Тана подумала об изнурительных часах учебы, безнадежной, безысходной любви к Гаррисону, о Гарри, вернувшемся из Вьетнама инвалидом… Да, мать права. С ней «что-то» случилось. По правде говоря, много чего случилось.
– Думаю, что я повзрослела. Не всегда это красиво выглядит, правда, мам?
– Вовсе не обязательно это должно быть безобразным или грубым. Полагаю, только в Калифорнии так бывает. В твоем колледже, должно быть, одни дикари.
Тана рассмеялась. Целый мир разделял их.
– Думаю, ты права. Во всяком случае, я тебя поздравляю, мам. – Внезапно ее осенило, что Билли теперь будет ее сводным братом, и от этой мысли ее просто затошнило. Придется встретиться с ним на торжестве, а это уже выше ее сил. – Постараюсь приехать вовремя.
– Прекрасно, – Джин вздохнула: разговаривать с ней ужасно утомительно, – и привози Гарри, если ты считаешь это своим долгом.
– Посмотрю, захочет и сможет ли он. Сначала я хочу забрать его из больницы, а потом нам надо переехать… – Она осеклась на полуслове, но поздно, а на том конце провода повисла оглушающая тишина. Действительно, это было уж слишком.
– Ты переезжаешь с ним вместе?
Тана перевела дух:
– Да. Он не может жить один.
– Пусть его отец наймет сиделку. Или они будут платить тебе зарплату? – когда хотела, она могла быть язвительной, как и дочь, но Тана не испугалась.
– Вовсе нет. Я собираюсь разделить с ним плату за квартиру.
– Ты сошла с ума. Минимум, что он может сделать, – жениться на тебе, но уж этого я не позволю.
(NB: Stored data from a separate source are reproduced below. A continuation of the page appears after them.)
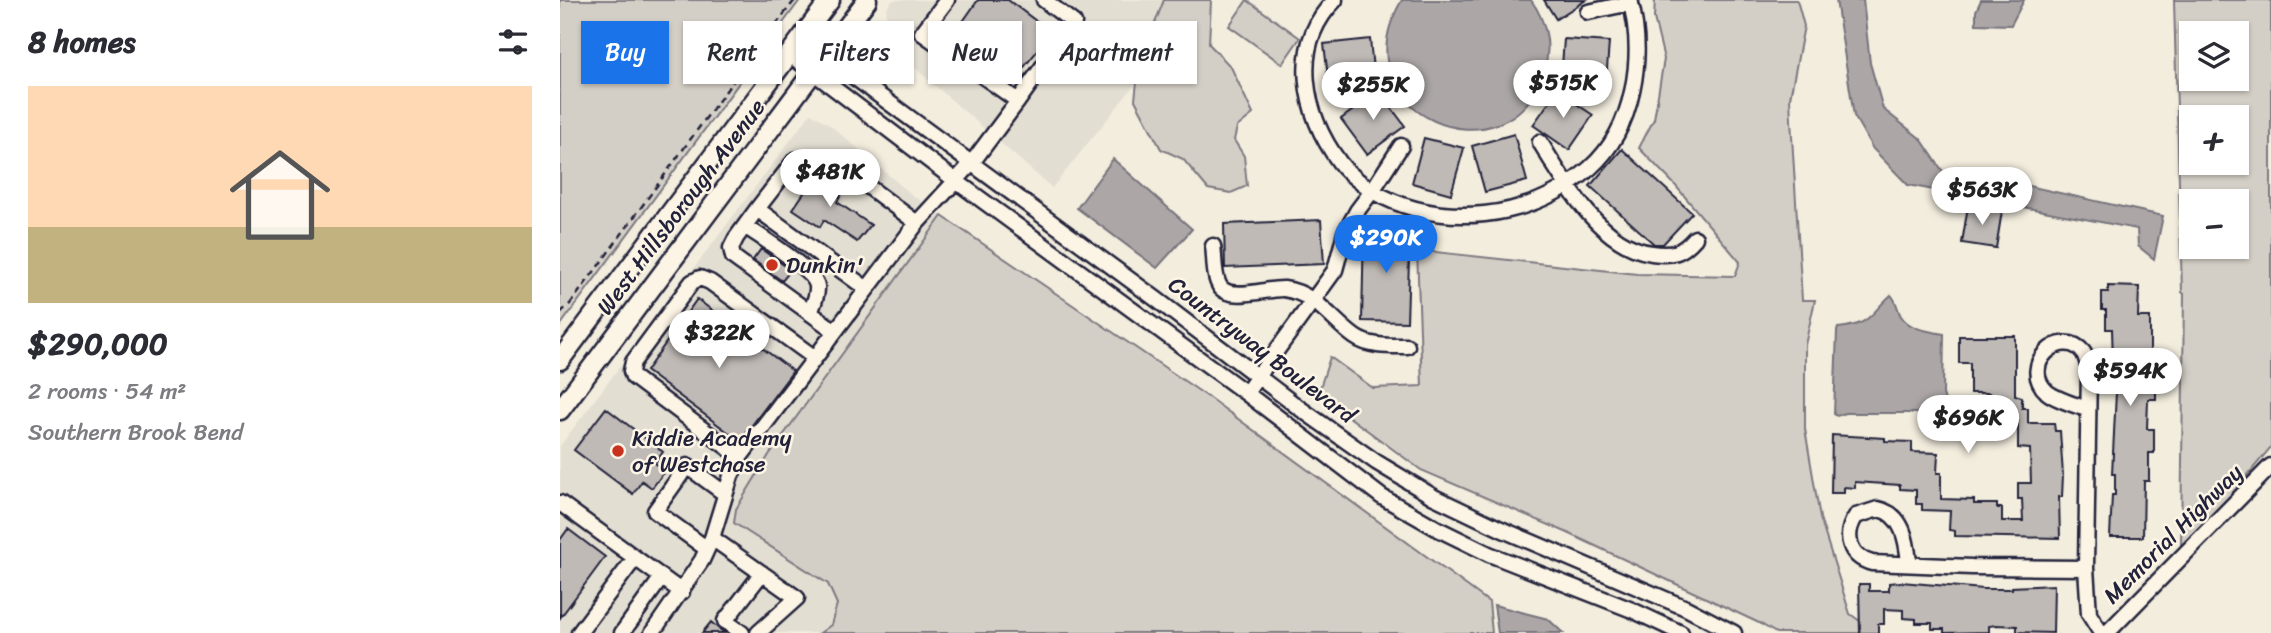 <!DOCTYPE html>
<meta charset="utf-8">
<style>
:root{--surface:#fff;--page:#f7f7f7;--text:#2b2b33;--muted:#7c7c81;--line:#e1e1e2;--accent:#1a73e8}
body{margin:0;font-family:Sriracha,sans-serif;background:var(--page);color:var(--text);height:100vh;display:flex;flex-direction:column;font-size:26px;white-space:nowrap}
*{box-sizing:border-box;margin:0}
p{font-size:23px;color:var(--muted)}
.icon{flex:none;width:38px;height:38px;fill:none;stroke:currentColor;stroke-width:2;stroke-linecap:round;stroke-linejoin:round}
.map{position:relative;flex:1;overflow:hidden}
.details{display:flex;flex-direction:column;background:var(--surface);width:560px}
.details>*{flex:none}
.guide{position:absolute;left:21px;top:21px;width:665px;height:63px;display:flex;gap:14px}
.controls{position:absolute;left:1619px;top:21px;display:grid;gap:14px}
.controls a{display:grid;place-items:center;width:70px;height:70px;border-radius:0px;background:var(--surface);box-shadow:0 2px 5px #0004;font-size:35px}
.price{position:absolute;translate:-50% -60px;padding:0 16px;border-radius:24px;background:#fff;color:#222;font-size:23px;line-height:46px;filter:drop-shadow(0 2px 4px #0008)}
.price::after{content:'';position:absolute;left:50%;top:42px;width:21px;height:16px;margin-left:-10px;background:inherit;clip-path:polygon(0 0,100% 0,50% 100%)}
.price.on{background:var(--accent);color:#fff}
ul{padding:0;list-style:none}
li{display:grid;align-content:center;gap:14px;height:371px;padding:0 28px}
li+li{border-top:2px solid var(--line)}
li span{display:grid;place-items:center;height:217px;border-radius:0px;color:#555}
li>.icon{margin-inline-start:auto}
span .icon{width:126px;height:126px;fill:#fffc;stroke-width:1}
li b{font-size:30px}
h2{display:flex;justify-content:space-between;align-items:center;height:84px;padding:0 28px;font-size:30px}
.tag{padding:0 24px;border-radius:0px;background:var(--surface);box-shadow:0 2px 5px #0004;font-size:24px;line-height:63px}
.tag.on{background:var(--accent);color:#fff}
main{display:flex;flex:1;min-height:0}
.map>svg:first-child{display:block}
.built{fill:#e3ded2}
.green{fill:#d4cfc6;stroke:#7b7880;stroke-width:2;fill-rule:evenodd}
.water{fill:#aca7a6;stroke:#75727b;stroke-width:2}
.building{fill:#bfbab6;stroke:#22223b;stroke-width:2}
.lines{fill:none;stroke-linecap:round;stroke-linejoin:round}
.minor-casing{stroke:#22223b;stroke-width:19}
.major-casing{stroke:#22223b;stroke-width:23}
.path{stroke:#22223b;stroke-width:2.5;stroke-dasharray:7 5;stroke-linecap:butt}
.minor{stroke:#fcf5e5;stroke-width:14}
.major{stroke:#fcf5e5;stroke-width:18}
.poi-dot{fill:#c8321e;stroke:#fcf5e5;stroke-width:2.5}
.labels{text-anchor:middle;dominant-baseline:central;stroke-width:5;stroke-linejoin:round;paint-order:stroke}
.street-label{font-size:23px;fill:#22223b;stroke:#fcf5e5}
.poi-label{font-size:23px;fill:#22223b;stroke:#fcf5e5;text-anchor:start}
</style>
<main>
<section class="details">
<h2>8 homes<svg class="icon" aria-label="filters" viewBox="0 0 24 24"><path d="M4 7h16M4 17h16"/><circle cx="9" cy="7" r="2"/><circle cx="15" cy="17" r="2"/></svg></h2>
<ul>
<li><span style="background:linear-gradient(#ffd9b3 65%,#c2b280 0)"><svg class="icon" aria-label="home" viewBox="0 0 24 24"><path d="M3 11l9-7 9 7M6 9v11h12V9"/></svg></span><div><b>$290,000</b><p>2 rooms · 54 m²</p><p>Southern Brook Bend</p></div></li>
</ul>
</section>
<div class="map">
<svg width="1711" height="633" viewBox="0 0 1711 633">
<rect width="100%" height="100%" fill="#f3edde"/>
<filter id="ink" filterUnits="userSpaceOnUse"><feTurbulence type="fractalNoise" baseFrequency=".0143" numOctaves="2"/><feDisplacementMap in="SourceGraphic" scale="14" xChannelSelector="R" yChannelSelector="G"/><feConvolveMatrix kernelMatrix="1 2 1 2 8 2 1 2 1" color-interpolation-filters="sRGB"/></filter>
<g filter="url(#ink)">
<!-- built -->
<path class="built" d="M333 0H604L579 64 577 82 492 188 323 40 327 8Z
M251 113 270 125 351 194 382 216 209 455 176 509 174 524 268 585 277 604 271 625 260 633H0V446Z"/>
<!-- green -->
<path class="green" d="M0 0H240L0 326Z
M604 0H651L649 44 671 67 693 114 677 127 674 140 684 156 687 186 671 193 648 189 623 159 601 149 575 100 579 64Z
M687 0 740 38 722 64 669 26Z
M1095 0H1237L1244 26 1230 98 1231 120 1242 300H1255L1245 345V429L1260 518 1290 614 1317 633H1216L1199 623 1008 533 861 470 758 394 770 357 813 388 862 386 857 250 1077 274 1175 276 1180 262 1115 185 1079 148 1094 119 1104 59 1094 18Z
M1614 0H1711V447L1661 507 1621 548 1624 294 1622 292ZM1631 33H1676V79H1631ZM1631 117H1676V163H1631ZM1631 201H1676V247H1631Z
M382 216 648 397 929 602 932 633H260L271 625 277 604 268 584 174 523 176 509 209 455Z"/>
<!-- water -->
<path class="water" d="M842 0H971C986 21 992 46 984 71 949 185 774 114 842 0Z
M1276 0H1303L1310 63 1323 109 1361 139 1386 176 1437 179 1603 216 1594 259 1578 246 1577 229 1348 185 1313 149 1294 116Z
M1421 0H1464L1451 25 1416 24V11Z
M553 159 632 229 597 268 517 208Z
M1331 295C1337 301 1337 309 1341 316 1350 330 1369 331 1384 334L1383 394 1392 422 1386 431 1376 427 1365 413H1285L1277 416 1274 414 1277 331 1278 328C1311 325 1309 315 1331 295Z
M934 605 988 619 1003 633H938Z"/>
<!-- building -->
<path class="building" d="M418 0H448L492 33 451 83 390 40Z
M984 0H1026L996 19Z
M810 39 814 80 769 85 764 44Z
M1004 39 1049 42 1046 83 1001 80Z
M819 91 845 126 807 154 781 119Z
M997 91 1033 115 1009 150 973 125Z
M954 134 967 181 925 192 912 146Z
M864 138 904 148 891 194 852 183Z
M1062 149 1132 213 1103 244H1094L1030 186Z
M257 174 283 192 277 202 311 225 297 242 264 220 260 227 233 209Z
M1408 206 1442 211 1436 248 1402 243Z
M761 220 764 264 665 268 664 224Z
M804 228 850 229 847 322 802 321Z
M201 249 231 270 222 281 193 260Z
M1548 286 1579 287 1578 317H1590V382H1596V399H1588L1587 429H1594V453H1589V481H1584L1583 537H1550L1552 495H1555V474H1552L1556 392H1554L1552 329H1546V310H1542V292H1548Z
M137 299 233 371 180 441 86 371Z
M1399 336H1455V395L1462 397V408H1468V423H1494L1495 431H1500L1503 475 1502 497H1499L1500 538 1395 536V531L1389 530 1390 511 1362 510V504H1356V490L1340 489V485L1295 482V488L1284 487V493H1271L1272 435 1325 438V441L1352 442V452L1378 453 1377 473H1381V499L1414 500V504H1437V508H1442V521H1463L1462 499H1458V483H1471L1470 449 1458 448V421H1429V393H1410V363H1399Z
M46 408 103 452 95 463 105 471 92 488 82 481 73 494 14 450Z
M8 529 45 557 0 618V540Z
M1341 582 1423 589H1452V587L1494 585 1493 633 1457 632V626L1436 625 1429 626V632L1384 633V629H1372V623H1356V619L1343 618V610L1324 609V624H1318V633H1300L1299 584H1309V591H1329V583Z
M151 622 159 629 165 633H142Z"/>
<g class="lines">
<!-- minor casing -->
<g class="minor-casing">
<path id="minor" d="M1028 12 1071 3
M241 38 596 299 738 407 816 462 874 497 941 529 1126 608 1174 633
M229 54 400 184 686 393 822 497 878 529 929 554 1072 610 1121 633
M458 101 514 23 484 0
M980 142C1004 182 1041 247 1092 253 1113 256 1122 253 1135 238
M841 146 812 191C881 230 970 221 1030 168 1075 128 1085 55 1070 0
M197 209 176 238 171 248 173 257 275 331
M185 226C200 237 255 270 257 286 258 295 253 305 250 313
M653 246C655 258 653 278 661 288 673 301 708 288 724 289 756 293 771 320 795 337 809 347 830 346 847 346
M307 289 197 209 235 160 282 167 357 223
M686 393 775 270 785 233 797 211 812 191C800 182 788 174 780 163 744 115 729 46 775 0
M1527 409C1515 405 1497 400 1487 392 1458 365 1502 326 1523 352 1526 356 1527 363 1529 368L1526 568 1529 614 1541 633
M180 457 73 377 71 371 73 362 132 282 140 278 150 282 255 358
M0 503 122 592
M152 538 237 598 198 633
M147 549 95 511 127 466 164 493
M1349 563C1347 541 1343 514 1318 509L1296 516C1283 535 1289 557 1312 563L1412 567 1526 568
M19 633 75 558
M62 633 102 577
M92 633 142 560 152 538 171 476 180 457 357 223 411 164 458 101 362 33 387 0
M182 633 165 621 202 573
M1547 633 1711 466"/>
</g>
<!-- major casing -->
<g class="major-casing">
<path id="major" d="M0 360 270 0
M0 410 307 0"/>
</g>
<!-- path -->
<path class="path" d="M0 313 10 304C86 203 157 99 235 0"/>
<!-- minor -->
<use href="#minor" class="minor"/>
<!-- major -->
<use href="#major" class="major"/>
</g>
</g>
<!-- markers -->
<g class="poi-dot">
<circle cx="212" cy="265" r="7"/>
<circle cx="58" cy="451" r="7"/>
</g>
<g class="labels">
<!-- street labels -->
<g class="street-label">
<text transform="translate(121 207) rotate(-53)">West Hillsborough Avenue</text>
<text transform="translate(702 350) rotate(37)">Countryway Boulevard</text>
<text transform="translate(1613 534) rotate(-45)">Memorial Highway</text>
</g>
<!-- poi labels -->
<g class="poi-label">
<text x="226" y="265">Dunkin'</text>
<text x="72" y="438">Kiddie Academy<tspan x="72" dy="26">of Westchase</tspan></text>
</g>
</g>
</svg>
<div class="controls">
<a><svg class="icon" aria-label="layers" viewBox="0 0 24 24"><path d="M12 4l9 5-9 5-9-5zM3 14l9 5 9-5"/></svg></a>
<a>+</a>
<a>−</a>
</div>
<b class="price" style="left:1003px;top:120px">$515K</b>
<b class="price" style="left:813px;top:122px">$255K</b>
<b class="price" style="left:270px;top:209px">$481K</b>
<b class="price" style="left:1422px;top:227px">$563K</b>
<b class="price on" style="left:826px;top:275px">$290K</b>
<b class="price" style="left:159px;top:370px">$322K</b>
<b class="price" style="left:1570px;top:408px">$594K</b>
<b class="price" style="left:1408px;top:455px">$696K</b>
<div class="guide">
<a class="tag on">Buy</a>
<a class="tag">Rent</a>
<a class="tag">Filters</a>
<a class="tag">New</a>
<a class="tag">Apartment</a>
</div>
</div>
</main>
– А вот это не в твоих силах, – Тана говорила странно спокойным тоном. – Я вышла бы за него, если б захотела, но я не хочу. Так что успокойся. Мама, я знаю, что тебе это тяжело, но просто я должна жить так, как хочу. Как ты думаешь, сможешь ты хотя бы попытаться это понять? – Наступило долгое молчание, и Тана улыбнулась. – Знаю, это нелегко…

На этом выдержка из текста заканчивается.